Dirinya menyampaikan, bahwa proyek di bawah pihaknya telah memiliki berbagai perizinan dari Kementerian Pekerjaan Umum dan Perumahaan Rakyat. 

"Jadi tentunya sudah ada kajian dan analisa atas proyek kami itu. Bila ini terganggu akan ada sekitar 5 ribu saluran rumah (SR) yang kembali pada kondisi semula. Yakni kekurangan air bersih untuk kesehariannya," urainya.

Seperti diketahui, ada dua desa yang kerap mengalami kesulitan air bersih di Pakis. 

Yakni, di Sekarpuro dan Mangliawan bagian bawah yang kebutuhan air bersihnya belum maksimal. 

Kondisi ini yang membuat Perumda Tirta Kanjuruhan pun berinsiatif untuk memenuhi kebutuhannya. 

Dirinya juga menyampaikan, bila kekhawatiran warga dengan proyek pipanisasi itu dikarenakan aktivitas eksploitasi PDAM Kota Malang selama puluhan tahun. 

Maka, tegasnya, hal itu menjadi tak tepat.

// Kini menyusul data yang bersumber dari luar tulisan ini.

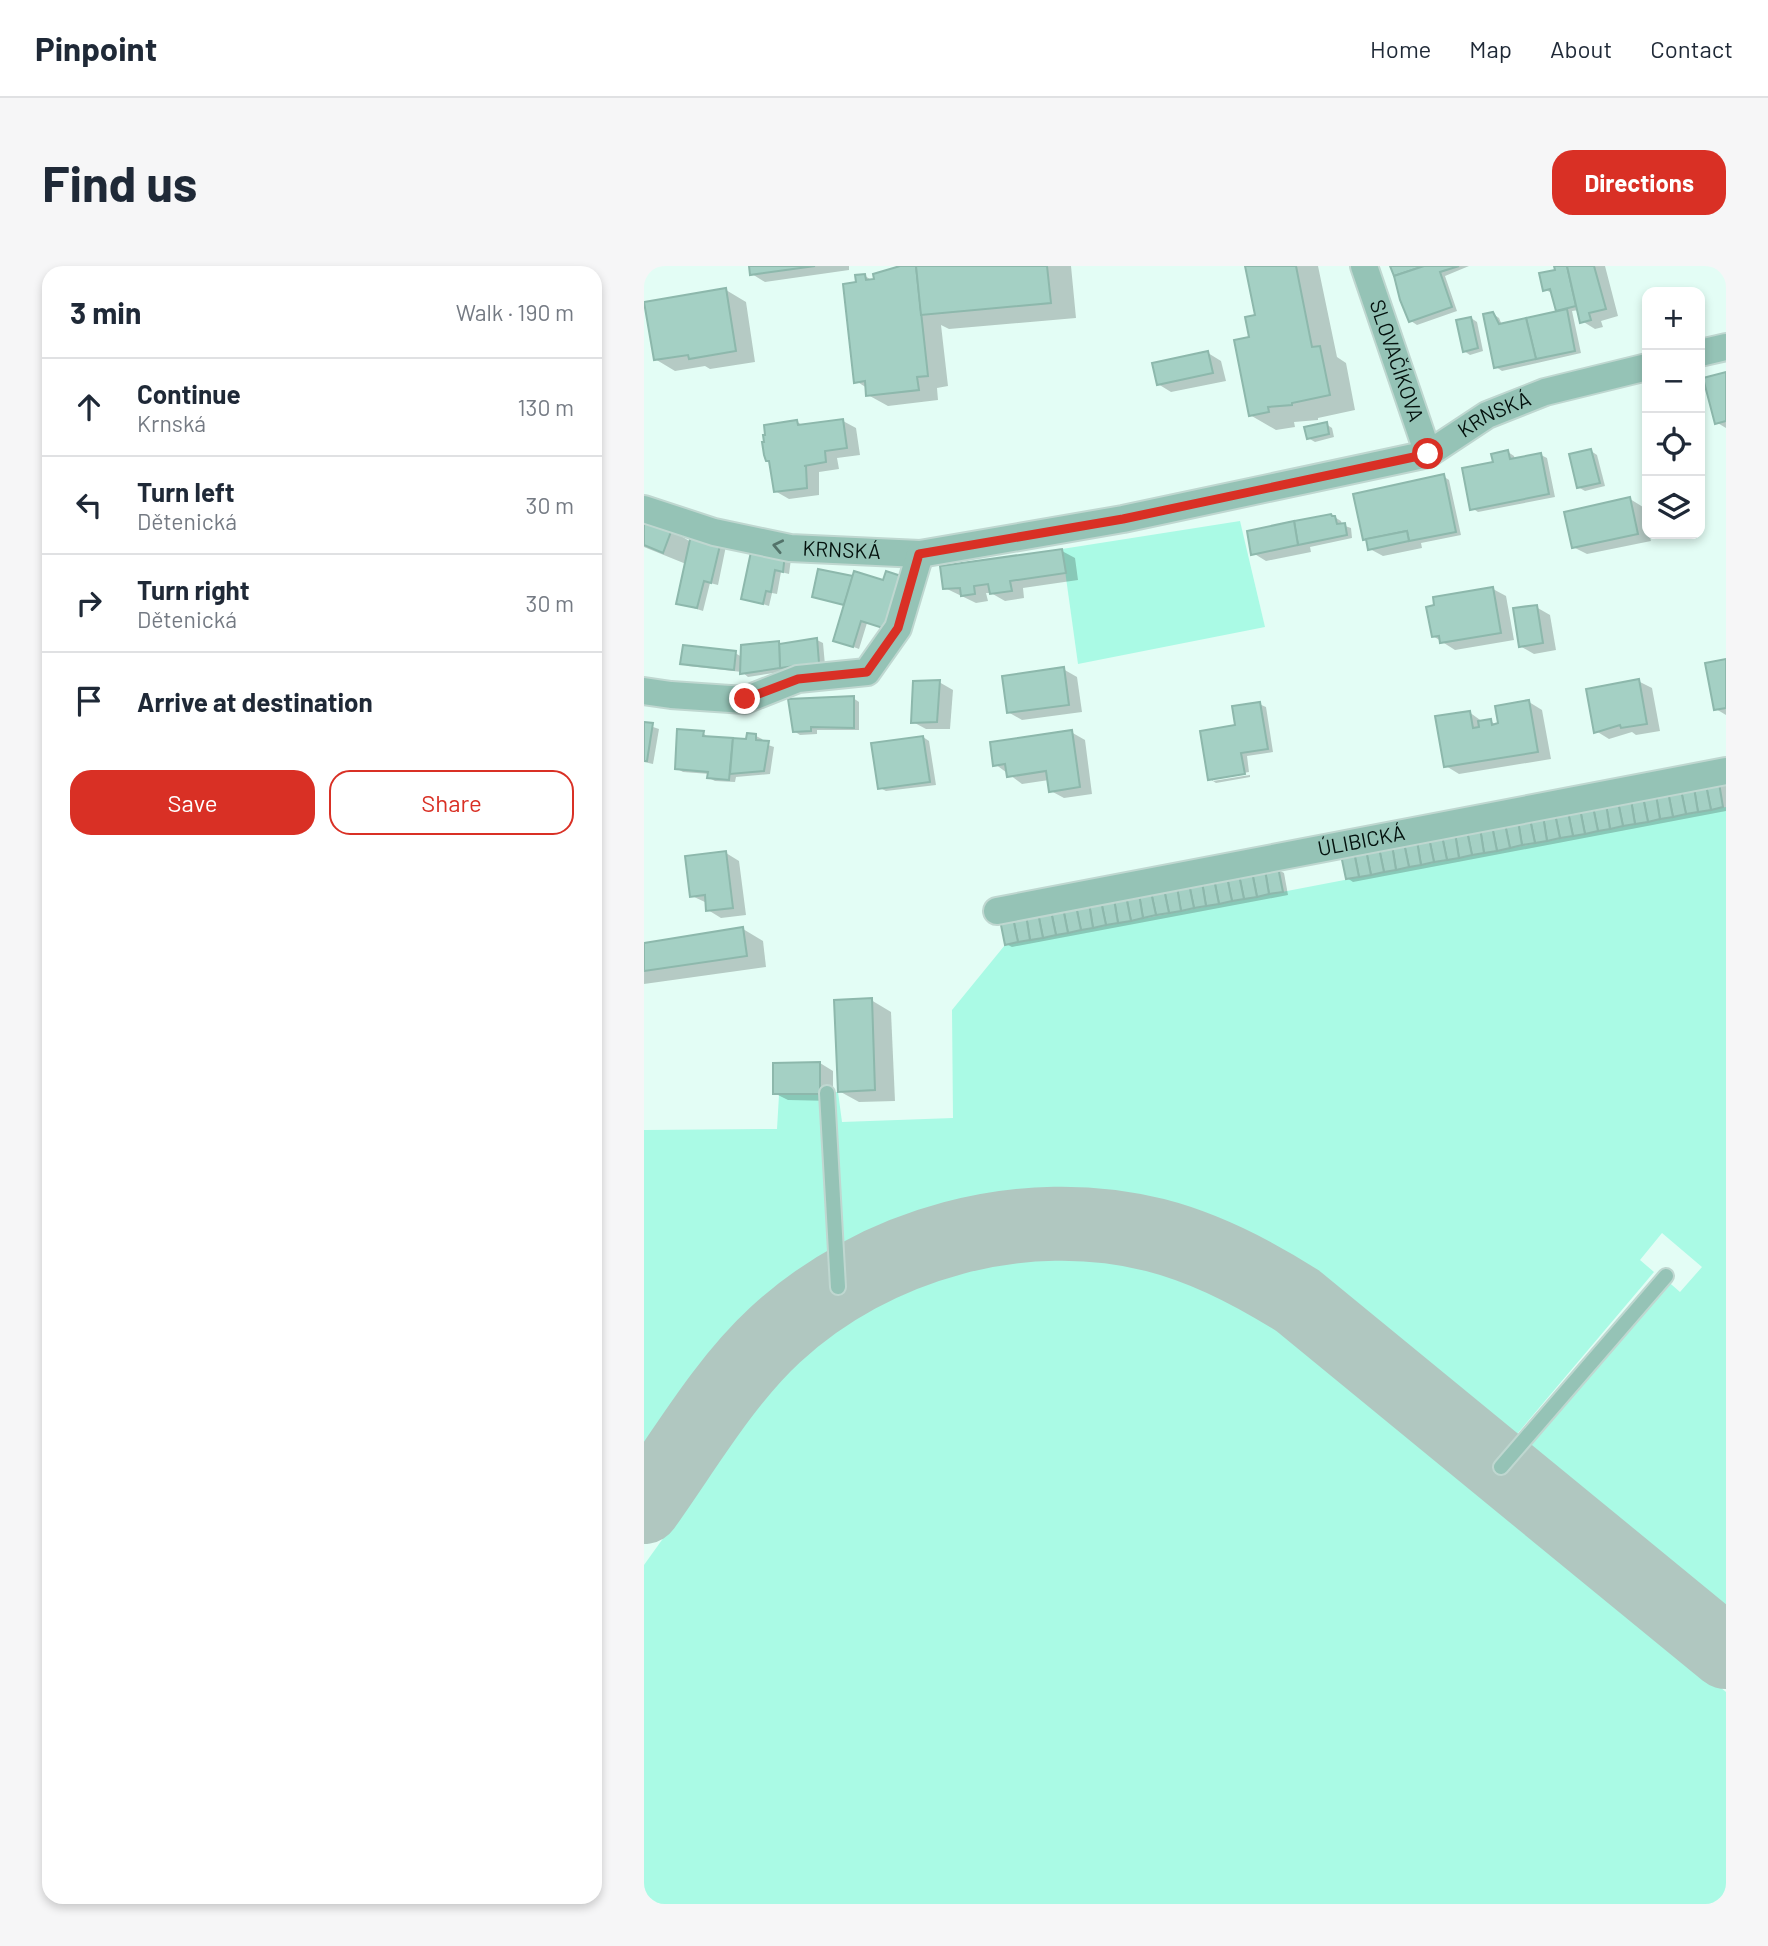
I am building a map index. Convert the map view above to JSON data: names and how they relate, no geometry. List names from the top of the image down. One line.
{"streets":{"street":["SLOVAČÍKOVA","KRNSKÁ","ÚLIBICKÁ"]},"crossings":[["SLOVAČÍKOVA","KRNSKÁ"]],"page":{"header":"Pinpoint","nav":["Home","Map","About","Contact"],"buttons":["Directions",["Save","Share"]],"title":"Find us","heading":["3 min","Walk · 190 m"],"map_buttons":["+","−"],"list":[["Continue","Krnská","130 m"],["Turn left","Dětenická","30 m"],["Turn right","Dětenická","30 m"],"Arrive at destination"]}}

Pasalnya, untuk izin pemanfaatan sumber air Wendit sudah dibatalkan oleh PTUN. 

Walaupun melalui Pemkot Malang putusan itu di-banding.

"Kalau kota kan dibatalkan itu karena tak memenuhi syarat dan prosedur. Kalau kita sudah clear kok perizinannya itu. Ini makanya saya bicara agar masyarakat juga tahu kondisi sebenarnya," imbuh Syamsul.

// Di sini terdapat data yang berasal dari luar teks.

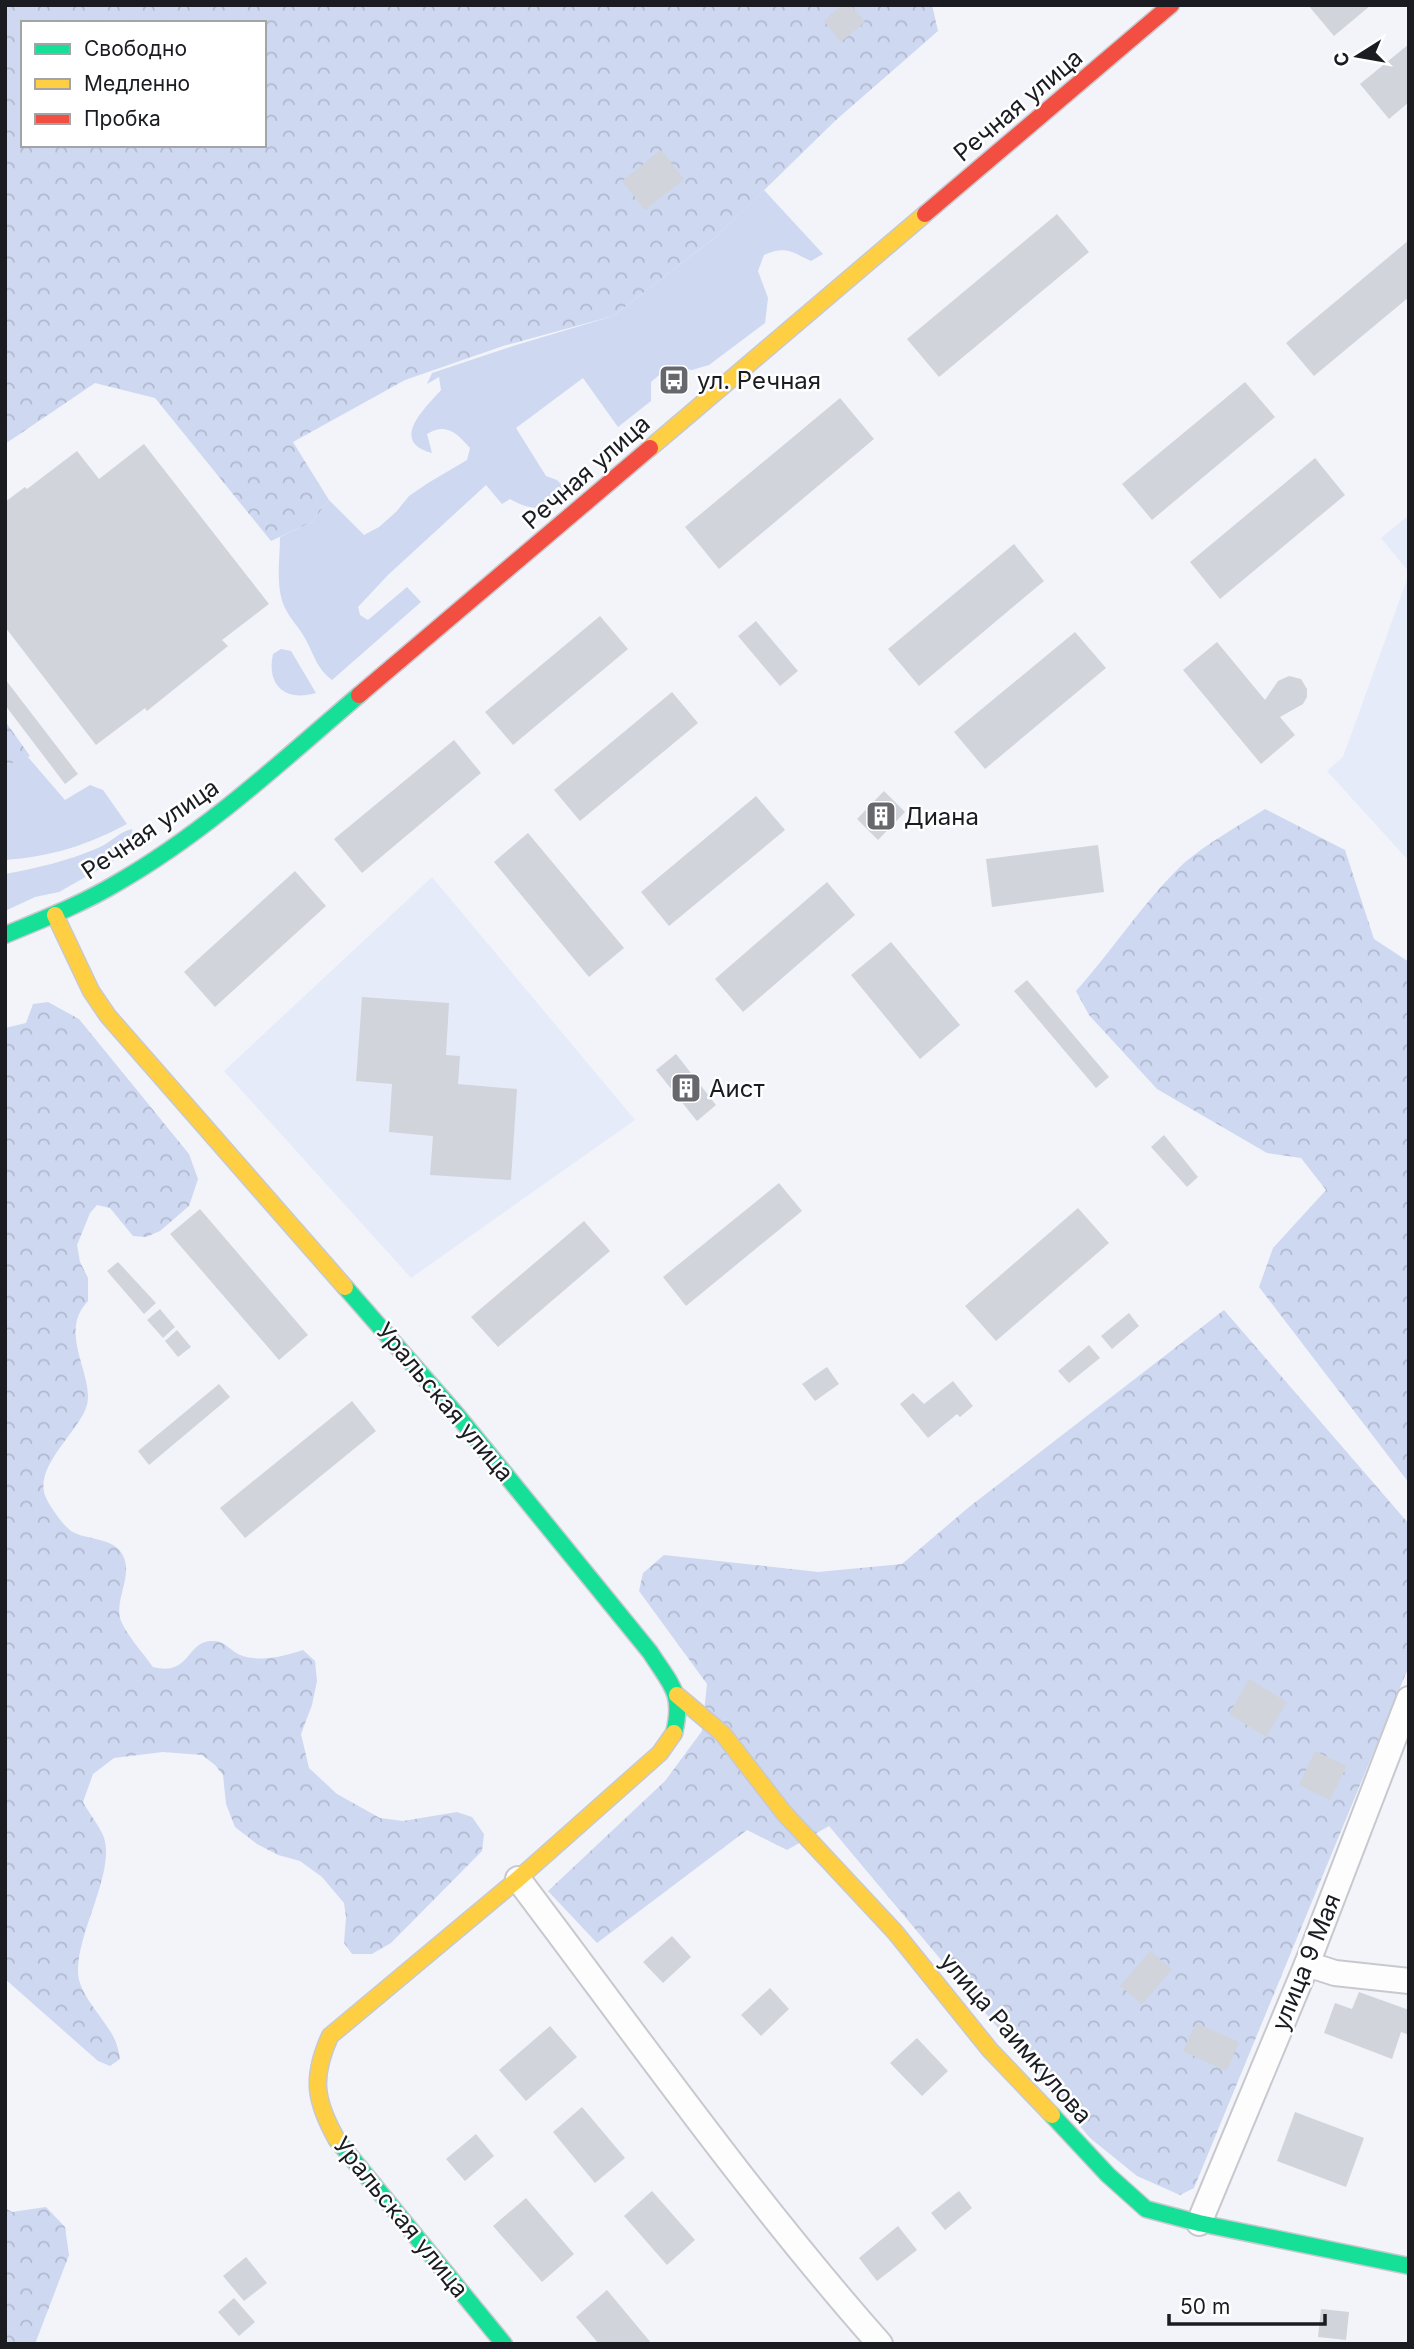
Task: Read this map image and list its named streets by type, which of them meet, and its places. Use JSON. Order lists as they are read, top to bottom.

Getah dari PDAM Kota Malang ini yang kini menjadi fokus juga Pemkab Malang. 

Dimana, Perumda Tirta Kanjuruhan pun berharap ada ruang dialog untuk menyelesaikan persoalan berlarut-larut ini. 

Sehingga pelayanan air bersih di dua desa di wilayah Pakis bisa bermanfaat bagi warga dan sumber air Wendit sendiri tetap terjaga.

"Kami sebenarnya tak mempermasalahkan itu. Tapi mari kita bekerja dengan baik. Sehingga masyarakat tak dirugikan," tandas Syamsul.

Terpisah, sejak Selasa (18/2/2020) kemarin, Dirut PDAM Kota Malang atau Perumda Tugu Tirta yang dihubungi wartawan, belum memberikan respons dengan adanya petisi warga Pakis tersebut.